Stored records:
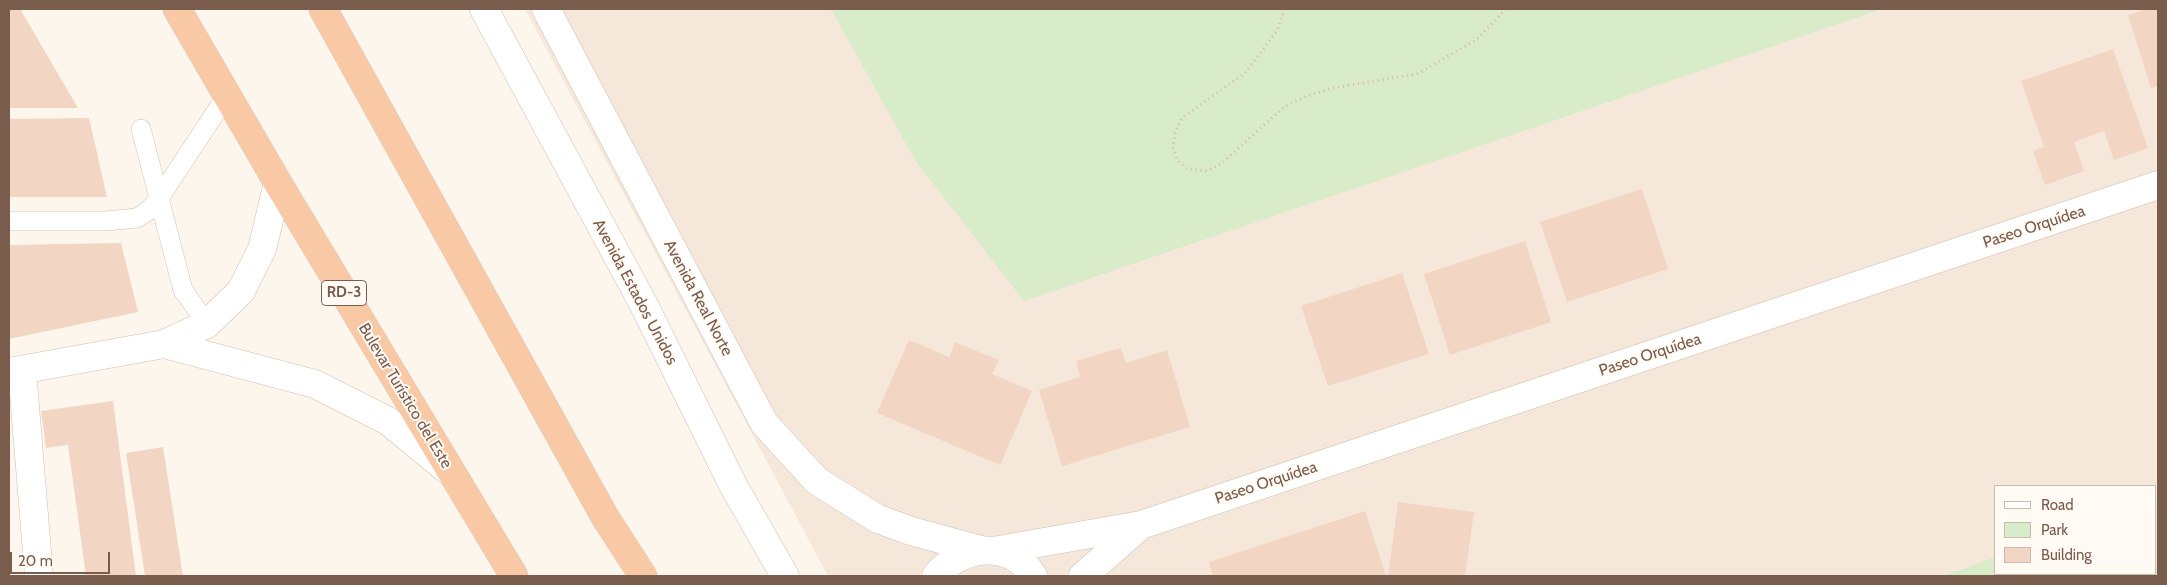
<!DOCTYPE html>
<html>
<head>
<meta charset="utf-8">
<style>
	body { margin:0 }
	#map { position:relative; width:2167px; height:585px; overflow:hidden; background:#fdf6ec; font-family:Cabin,sans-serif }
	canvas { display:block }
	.frame { position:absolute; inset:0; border:10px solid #7a5c4d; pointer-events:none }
	.legend { position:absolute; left:1994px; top:485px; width:162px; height:90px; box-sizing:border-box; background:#fffaf3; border:1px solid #cabbb1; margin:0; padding:6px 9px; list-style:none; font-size:15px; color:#7a5c4d }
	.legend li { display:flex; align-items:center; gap:10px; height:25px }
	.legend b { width:25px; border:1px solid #cabbb1 }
	.scale { position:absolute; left:10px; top:552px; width:100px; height:22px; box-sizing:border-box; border:2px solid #7a5c4d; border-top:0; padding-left:6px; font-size:15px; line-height:18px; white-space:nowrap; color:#7a5c4d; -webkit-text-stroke:4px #fffaf3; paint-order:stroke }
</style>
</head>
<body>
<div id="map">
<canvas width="2167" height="585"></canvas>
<div class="frame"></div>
<ul class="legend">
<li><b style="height:6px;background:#fff"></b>Road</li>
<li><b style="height:14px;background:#d8ecc9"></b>Park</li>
<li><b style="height:14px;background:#f3d5c3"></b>Building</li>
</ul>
<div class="scale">20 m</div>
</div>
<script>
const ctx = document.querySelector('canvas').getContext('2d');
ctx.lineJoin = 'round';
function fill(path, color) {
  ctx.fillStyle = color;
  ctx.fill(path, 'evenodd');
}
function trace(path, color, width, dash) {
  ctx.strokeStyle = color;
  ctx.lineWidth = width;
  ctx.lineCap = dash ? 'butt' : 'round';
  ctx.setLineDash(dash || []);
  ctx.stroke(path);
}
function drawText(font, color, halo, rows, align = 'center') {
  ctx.font = font + ' Cabin,sans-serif';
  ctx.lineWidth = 4;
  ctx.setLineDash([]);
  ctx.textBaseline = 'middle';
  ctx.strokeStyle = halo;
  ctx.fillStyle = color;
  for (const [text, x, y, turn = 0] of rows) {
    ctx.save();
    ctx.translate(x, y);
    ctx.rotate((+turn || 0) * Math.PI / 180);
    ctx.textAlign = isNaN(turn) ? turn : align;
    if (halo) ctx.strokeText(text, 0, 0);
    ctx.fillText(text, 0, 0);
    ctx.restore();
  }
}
fill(new Path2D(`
	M 525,9 L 2158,9 L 2158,576 L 828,576 ZM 1996,486 L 2156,486 L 2156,574 L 1996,574 Z`), '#f5e8da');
fill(new Path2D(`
	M 831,9 L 1882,9 L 1024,301 L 915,160 Z
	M 2158,498 L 2158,576 L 1943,576 L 1996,557 L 1996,574 L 2156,574 L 2156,499 Z`), '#d8ecc9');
fill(new Path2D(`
	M 9,9 L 20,9 L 78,108 L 9,108 Z
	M 2147,9 L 2157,9 L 2158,11 L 2158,86 L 2151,88 L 2128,15 Z
	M 2113,49 L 2148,148 L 2114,160 L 2104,131 L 2074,142 L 2084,171 L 2045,185 L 2033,151 L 2044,147 L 2021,81 Z
	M 89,118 L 107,197 L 9,197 L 9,119 Z
	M 1642,189 L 1668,269 L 1567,302 L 1540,222 Z
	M 1525,241 L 1551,322 L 1450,355 L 1424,274 Z
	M 121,243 L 138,312 L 9,339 L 9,245 Z
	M 1402,273 L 1429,354 L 1328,386 L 1301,306 Z
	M 909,340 L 949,357 L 955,342 L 999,360 L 992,374 L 1032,391 L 1000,465 L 877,413 Z
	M 1121,348 L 1126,363 L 1167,350 L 1190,427 L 1062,466 L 1039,390 L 1080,377 L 1076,361 Z
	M 113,401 L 136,576 L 86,576 L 68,445 L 46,448 L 41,411 Z
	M 163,447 L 183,576 L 145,576 L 126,453 Z
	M 1398,502 L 1474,512 L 1465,576 L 1388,576 Z
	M 1365,511 L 1386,576 L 1213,576 L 1209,562 Z`), '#f3d5c3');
const service = new Path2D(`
	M 141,129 L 183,290 L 207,324
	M 9,221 L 106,221 L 137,218 L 148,211 L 158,200 L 227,95`);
const minor = new Path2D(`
	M 546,9 L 764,423 L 817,481 L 878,519 L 911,531 L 981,550
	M 164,344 L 315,384 L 388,421 L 450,472
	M 22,370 L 39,576
	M 9,372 L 164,344 L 207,324 L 241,291 L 262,249 L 278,183
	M 993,551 L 1141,525 L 2158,185
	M 936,576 C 961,545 1011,539 1033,576
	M 1083,576 L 1140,526`);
const tertiary = new Path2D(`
	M 484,9 L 645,307 L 733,485 L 785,576`);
const trunk = new Path2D(`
	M 177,9 L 278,183 L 514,576
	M 323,9 L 605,517 L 643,576`);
trace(service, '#d1beb0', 20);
trace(minor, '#d1beb0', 29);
trace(tertiary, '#d1beb0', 29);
trace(trunk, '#dad1cd', 29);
trace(new Path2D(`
	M 1285,9 L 1277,31 L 1245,73 L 1182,118 L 1175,132 L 1173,148 L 1178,161 L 1187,169 L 1207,171 L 1222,163 L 1285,106 L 1307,96 L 1332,88 L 1417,74 L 1476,40 L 1506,9`), '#d9b8a5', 3, [1, 4]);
trace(service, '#fff', 19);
trace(minor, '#fff', 28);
trace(tertiary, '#fff', 28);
trace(trunk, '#f9c8a4', 28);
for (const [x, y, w] of [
	[344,293,45]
]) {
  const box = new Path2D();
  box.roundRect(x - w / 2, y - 12.5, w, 25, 4);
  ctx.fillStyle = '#fffaf3';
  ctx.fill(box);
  trace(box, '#7a5c4d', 1);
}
drawText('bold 15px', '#7a5c4d', null, [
	["RD-3",344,293]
]);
drawText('16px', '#7a5c4d', '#fffaf3', [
	["Paseo Orquídea",2034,227,-18],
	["Avenida Estados Unidos",635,292,62],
	["Avenida Real Norte",698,298,62],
	["Paseo Orquídea",1650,355,-18],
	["Bulevar Turístico del Este",405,396,59],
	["Paseo Orquídea",1266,483,-18]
]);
</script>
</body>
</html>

ASSIGNMENT: List every line in the records above that contains the word "center".

SOLUTION TO THE PROBLEM:
	.legend li { display:flex; align-items:center; gap:10px; height:25px }
function drawText(font, color, halo, rows, align = 'center') {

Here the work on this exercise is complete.